Muni’s base fare will rise to $1.50, the senior, student and disabled fare will rise to $.50 and the price of a monthly pass will go up to $50, though transfers will stay free. Meter rates will rise by $1 per hour, the residential parking permit will jump to $60, and city garage rates will rise by up to $1 per hour. Muni will also cut its service by five percent across the board. The service cuts will be decided on over the next 60 days, following the usual review procedures, the parking fines will go to the Board of Supervisors over the next month, garage rates will change by April and the fare increases will take effect on September 1st.
The budget also includes preliminary plans for a “lifeline” monthly pass, which would be available through the Working Families Credit Program to those earning less than 200% of the federal poverty level (about $36,000 per year for a family of four.) Though the plan is not finalized, $250,000 are allocated in this budget to study the program, which would be run in conjunction with the Department of Health and Human Services. Any “lifeline” pass plan would be introduced when fare increases take effect in September.
Muni also deferred $10M worth of improvement projects, postponing the purchase of ten low-emission 30-foot buses and a cable car maintenance project in order to halve the contemplated service cuts. Deputy Director Steuart Sunshine, who presented details of the budget, said that Muni has plugged its budget holes with one-time sources for the last several years and warned that this $10M was the last source available.
Sunshine echoed Burn’s comments by saying that “We have tried to seek shared solutions to balance the budget.” He also said that when it comes to fares, “Muni is still on the low end of the top 25 transit properties” and that the coming service cuts would be a “minimal impact to the riding public.” Ultimately, the budget draws $13M of its new revenue from increased fares, $13M from service “adjustments”, $21M from parking fines and $10M from delayed maintenance. Sunshine also said that Muni had “begun conversations with the right people to effectuate long-term solutions.” He said that Muni had already started working with Mayor Newsom and State Senator Migden in Sacramento, to get the support needed for measures like a downtown assessment district or a traffic congestion charge that could prevent budget crises like this in future fiscal years.
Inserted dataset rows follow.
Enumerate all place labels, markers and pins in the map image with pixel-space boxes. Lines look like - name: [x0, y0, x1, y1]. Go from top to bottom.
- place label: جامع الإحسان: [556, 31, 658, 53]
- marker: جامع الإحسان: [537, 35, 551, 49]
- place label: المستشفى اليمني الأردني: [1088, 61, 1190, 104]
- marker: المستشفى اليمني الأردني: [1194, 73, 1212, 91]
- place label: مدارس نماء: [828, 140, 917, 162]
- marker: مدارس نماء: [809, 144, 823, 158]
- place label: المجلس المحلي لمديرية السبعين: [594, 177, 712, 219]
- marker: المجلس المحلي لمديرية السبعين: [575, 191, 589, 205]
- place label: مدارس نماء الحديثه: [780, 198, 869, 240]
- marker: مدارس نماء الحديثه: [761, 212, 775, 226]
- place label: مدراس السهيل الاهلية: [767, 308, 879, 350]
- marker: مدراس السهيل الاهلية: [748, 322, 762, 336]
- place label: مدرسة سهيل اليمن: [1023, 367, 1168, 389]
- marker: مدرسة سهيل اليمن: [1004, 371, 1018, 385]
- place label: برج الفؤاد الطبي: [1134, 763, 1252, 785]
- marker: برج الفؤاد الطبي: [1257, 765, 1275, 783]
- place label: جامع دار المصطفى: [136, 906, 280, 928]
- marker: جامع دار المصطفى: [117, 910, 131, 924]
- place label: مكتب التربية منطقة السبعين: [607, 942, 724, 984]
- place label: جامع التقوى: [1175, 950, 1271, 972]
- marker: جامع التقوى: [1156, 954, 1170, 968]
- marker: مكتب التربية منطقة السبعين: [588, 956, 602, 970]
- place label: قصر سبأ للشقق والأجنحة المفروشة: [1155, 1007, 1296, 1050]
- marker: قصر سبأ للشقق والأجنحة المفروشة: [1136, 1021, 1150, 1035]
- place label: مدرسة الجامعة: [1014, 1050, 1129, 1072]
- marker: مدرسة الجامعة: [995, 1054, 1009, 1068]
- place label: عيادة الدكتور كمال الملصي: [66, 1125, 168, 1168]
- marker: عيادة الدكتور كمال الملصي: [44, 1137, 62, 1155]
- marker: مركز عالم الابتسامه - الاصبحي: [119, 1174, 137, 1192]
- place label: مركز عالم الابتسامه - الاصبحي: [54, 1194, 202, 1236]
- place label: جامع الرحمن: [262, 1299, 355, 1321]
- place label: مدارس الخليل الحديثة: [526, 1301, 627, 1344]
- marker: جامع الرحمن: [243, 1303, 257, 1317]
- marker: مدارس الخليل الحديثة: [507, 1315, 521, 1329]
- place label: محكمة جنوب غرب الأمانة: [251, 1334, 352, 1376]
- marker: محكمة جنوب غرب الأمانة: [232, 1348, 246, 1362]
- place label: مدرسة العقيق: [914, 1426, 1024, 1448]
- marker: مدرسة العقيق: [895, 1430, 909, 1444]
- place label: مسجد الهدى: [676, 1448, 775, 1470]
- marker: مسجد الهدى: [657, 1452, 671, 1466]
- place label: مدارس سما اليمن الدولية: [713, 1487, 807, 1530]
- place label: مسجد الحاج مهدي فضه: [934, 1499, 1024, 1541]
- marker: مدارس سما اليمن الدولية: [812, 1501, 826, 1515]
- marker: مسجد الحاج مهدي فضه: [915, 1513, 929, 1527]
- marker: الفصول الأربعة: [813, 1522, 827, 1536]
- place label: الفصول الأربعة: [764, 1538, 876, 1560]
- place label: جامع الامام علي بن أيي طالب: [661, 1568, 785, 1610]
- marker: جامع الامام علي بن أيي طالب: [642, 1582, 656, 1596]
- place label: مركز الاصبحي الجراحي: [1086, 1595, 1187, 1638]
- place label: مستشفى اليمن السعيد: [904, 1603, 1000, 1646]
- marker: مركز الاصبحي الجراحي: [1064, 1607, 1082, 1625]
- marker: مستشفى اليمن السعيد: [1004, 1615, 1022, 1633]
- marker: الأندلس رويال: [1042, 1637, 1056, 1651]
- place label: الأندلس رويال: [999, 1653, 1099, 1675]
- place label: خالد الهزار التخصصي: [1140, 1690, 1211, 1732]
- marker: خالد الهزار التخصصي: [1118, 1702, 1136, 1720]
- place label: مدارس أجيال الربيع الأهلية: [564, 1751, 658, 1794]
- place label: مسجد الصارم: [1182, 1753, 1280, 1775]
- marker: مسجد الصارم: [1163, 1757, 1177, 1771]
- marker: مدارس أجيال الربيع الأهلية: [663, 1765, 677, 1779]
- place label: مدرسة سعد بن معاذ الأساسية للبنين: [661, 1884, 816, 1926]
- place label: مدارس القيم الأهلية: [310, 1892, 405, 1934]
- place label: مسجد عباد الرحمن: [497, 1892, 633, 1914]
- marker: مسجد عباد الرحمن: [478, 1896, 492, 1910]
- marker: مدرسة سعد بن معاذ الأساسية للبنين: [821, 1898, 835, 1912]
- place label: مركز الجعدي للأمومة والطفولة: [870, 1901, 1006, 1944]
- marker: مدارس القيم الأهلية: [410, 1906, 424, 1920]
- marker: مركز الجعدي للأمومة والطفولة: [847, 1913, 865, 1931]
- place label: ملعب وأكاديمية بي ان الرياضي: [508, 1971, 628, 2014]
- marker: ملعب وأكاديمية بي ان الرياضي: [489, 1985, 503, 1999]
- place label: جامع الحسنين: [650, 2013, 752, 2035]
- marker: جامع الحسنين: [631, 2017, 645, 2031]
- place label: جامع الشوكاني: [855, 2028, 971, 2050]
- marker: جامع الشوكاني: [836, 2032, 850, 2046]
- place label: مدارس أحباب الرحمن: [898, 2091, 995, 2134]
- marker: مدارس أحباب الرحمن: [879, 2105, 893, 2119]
The budget adopted was the only budget option that Muni presented to the MTA. Public comment at previous meetings has consistently accused Muni of not being creative enough in finding new revenue and in presenting few options for MTA approval. Director James McCray said that he had hoped to see “scenario 2”, an option presented at the last meeting which would have balanced the budget almost entirely by raising parking fees and auto-related revenues. Jeremy Nelson of Transportation for a Livable City, who also wondered where “scenario 2” had gone, said after the meeting that “We tried in hearings to make our case that revenue goals should reflect policy goals” but that he felt the MTA hadn’t listened. He suggested that a drastic increase in auto-related fees to fund public transit would simultaneously push people out of their cars and pull them onto buses.
Most speakers during the public comment session were against any fare increase or service cuts. Andrew Sullivan of Rescue Muni said that he was “concerned about the idea of deferring capital improvements” and told the board that he looked forward to working with them on long-term solutions. He suggested that the Board of Supervisors would be afraid of some measures, like vastly increased parking fines, but encouraged the board to say “bring it on.” David Popel said that “The board put the operating budget on the credit card and the bill has now come due.” He also claimed that “The level of trust among the employees is at a new low.”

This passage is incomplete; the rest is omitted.